A buffer system contains 0.30 M NH4+ and 0.15 M NH3. pKa of NH4+ is 9.25. How many moles of NaOH must be added to 1.00 L of this solution to increase the pH to 9.25? Hint: What is the (NH3) / (NH4+) when the pH=pKa?
If you want pH = pKa then you want (NH3) = (NH4^+). You get that from
pH = pKa + log (NH3)/(NH4^+)
9.25 = 9.25 + (NH3)/(NH4^+)
and that means (NH3) = (NH4^+)
......NH4^+ + OH^- ==> NH3 + H2O
I.....0.3..............0.15
add............x.............
C......-x.....-x.......+x
E...0.3-x......0......0.15+x
So you want 0.3-x = 0.15+x
Solve for x (in mols/L) and convert to mols in the 1 L.
When the pH of a buffer solution equals the pKa of the weak acid, the ratio of the concentration of the weak base (NH3) to the concentration of the weak acid (NH4+) is 1:1.
In this case, the pKa of NH4+ is given as 9.25. Therefore, when the pH is also 9.25, the concentration of NH3 will be equal to the concentration of NH4+.
To calculate the moles of NaOH needed to increase the pH to 9.25, we need to determine the number of moles of NH4+ and NH3 in the solution, and then find out the difference in moles required to achieve a 1:1 ratio.
Given:
Concentration of NH4+ (C1) = 0.30 M
Concentration of NH3 (C2) = 0.15 M
Volume of the solution (V) = 1.00 L
First, calculate the moles of NH4+ and NH3 in the solution:
Moles of NH4+ = C1 * V
Moles of NH4+ = 0.30 * 1.00 = 0.30 mol
Moles of NH3 = C2 * V
Moles of NH3 = 0.15 * 1.00 = 0.15 mol
Since the ratio of NH3 to NH4+ is 1:1 when the pH = pKa, we can conclude that the moles of NaOH required is the difference between the moles of NH4+ and NH3:
Moles of NaOH = Moles of NH4+ - Moles of NH3
Moles of NaOH = 0.30 - 0.15 = 0.15 mol
Therefore, 0.15 moles of NaOH must be added to 1.00 L of the solution to increase the pH to 9.25.
To solve this problem, we need to use the Henderson-Hasselbalch equation, which relates the pH of a buffer solution to the concentrations of the acid and its conjugate base. In this case, the acid is NH4+ (ammonium ion) and its conjugate base is NH3 (ammonia).
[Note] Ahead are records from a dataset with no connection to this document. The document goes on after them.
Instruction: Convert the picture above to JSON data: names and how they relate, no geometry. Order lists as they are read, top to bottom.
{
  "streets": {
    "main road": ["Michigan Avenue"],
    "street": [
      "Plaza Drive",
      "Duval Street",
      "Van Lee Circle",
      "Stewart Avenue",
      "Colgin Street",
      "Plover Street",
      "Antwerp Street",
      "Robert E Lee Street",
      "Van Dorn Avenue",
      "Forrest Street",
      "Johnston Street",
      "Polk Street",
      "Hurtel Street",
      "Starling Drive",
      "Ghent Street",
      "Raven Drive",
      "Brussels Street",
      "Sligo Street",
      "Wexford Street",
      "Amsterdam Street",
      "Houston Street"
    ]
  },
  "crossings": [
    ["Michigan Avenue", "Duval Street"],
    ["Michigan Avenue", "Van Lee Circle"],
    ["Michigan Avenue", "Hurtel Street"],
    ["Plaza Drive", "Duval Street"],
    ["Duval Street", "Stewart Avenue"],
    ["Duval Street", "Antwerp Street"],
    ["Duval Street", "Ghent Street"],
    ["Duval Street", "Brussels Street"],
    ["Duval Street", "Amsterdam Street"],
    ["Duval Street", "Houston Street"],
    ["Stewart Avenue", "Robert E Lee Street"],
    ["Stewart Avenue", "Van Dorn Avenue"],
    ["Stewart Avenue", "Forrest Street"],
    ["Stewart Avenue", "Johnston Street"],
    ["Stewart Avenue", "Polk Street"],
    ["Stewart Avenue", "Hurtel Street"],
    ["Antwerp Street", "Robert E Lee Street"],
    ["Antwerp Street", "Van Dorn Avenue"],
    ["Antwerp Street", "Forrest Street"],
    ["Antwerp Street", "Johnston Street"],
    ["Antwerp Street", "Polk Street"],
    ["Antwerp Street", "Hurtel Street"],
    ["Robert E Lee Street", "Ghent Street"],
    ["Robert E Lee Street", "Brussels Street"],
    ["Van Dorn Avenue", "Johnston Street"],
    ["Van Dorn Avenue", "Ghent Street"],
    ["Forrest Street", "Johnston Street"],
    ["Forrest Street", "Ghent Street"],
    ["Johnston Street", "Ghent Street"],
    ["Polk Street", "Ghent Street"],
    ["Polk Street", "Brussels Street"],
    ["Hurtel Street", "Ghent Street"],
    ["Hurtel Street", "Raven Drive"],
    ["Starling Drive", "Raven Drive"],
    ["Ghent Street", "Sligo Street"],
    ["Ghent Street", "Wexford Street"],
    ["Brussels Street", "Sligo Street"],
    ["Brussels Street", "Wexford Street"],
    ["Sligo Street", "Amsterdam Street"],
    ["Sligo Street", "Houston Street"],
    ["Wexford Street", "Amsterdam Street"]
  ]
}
The Henderson-Hasselbalch equation is expressed as follows:
pH = pKa + log([A-] / [HA])
Before we can use this equation, we need to determine the initial ratio of [NH3] / [NH4+]. According to the problem, the buffer solution contains 0.30 M NH4+ and 0.15 M NH3. Therefore, the initial ratio is:
[NH3] / [NH4+] = 0.15 / 0.30 = 0.5
Now, we are asked to calculate how many moles of NaOH must be added to the solution to increase the pH to 9.25. At pH = pKa, the ratio of [NH3] / [NH4+] is 1. By adding NaOH, we will be converting NH4+ to NH3, increasing the [NH3] and subsequently altering the ratio.
Let's substitute the values into the Henderson-Hasselbalch equation:
9.25 = 9.25 + log([NH3] / [NH4+])
To find the new ratio [NH3] / [NH4+], we solve the equation:
log([NH3] / [NH4+]) = 9.25 - 9.25
log([NH3] / [NH4+]) = 0
[NH3] / [NH4+] = 1
Therefore, we need to add enough NaOH to convert NH4+ to NH3 until the ratio [NH3] / [NH4+] becomes 1.
Since we have 1.00 L of solution, we can use the initial ratio (0.5) to determine the initial moles of NH4+:
Moles of NH4+ = 0.5 * 0.30 mol/L * 1.00 L = 0.15 mol
To achieve a ratio of 1 between NH3 and NH4+, we need to convert all the NH4+ to NH3. This means we need to add:
0.15 mol of NaOH
Therefore, the number of moles of NaOH that must be added to 1.00 L of the buffer solution to increase the pH to 9.25 is 0.15 mol.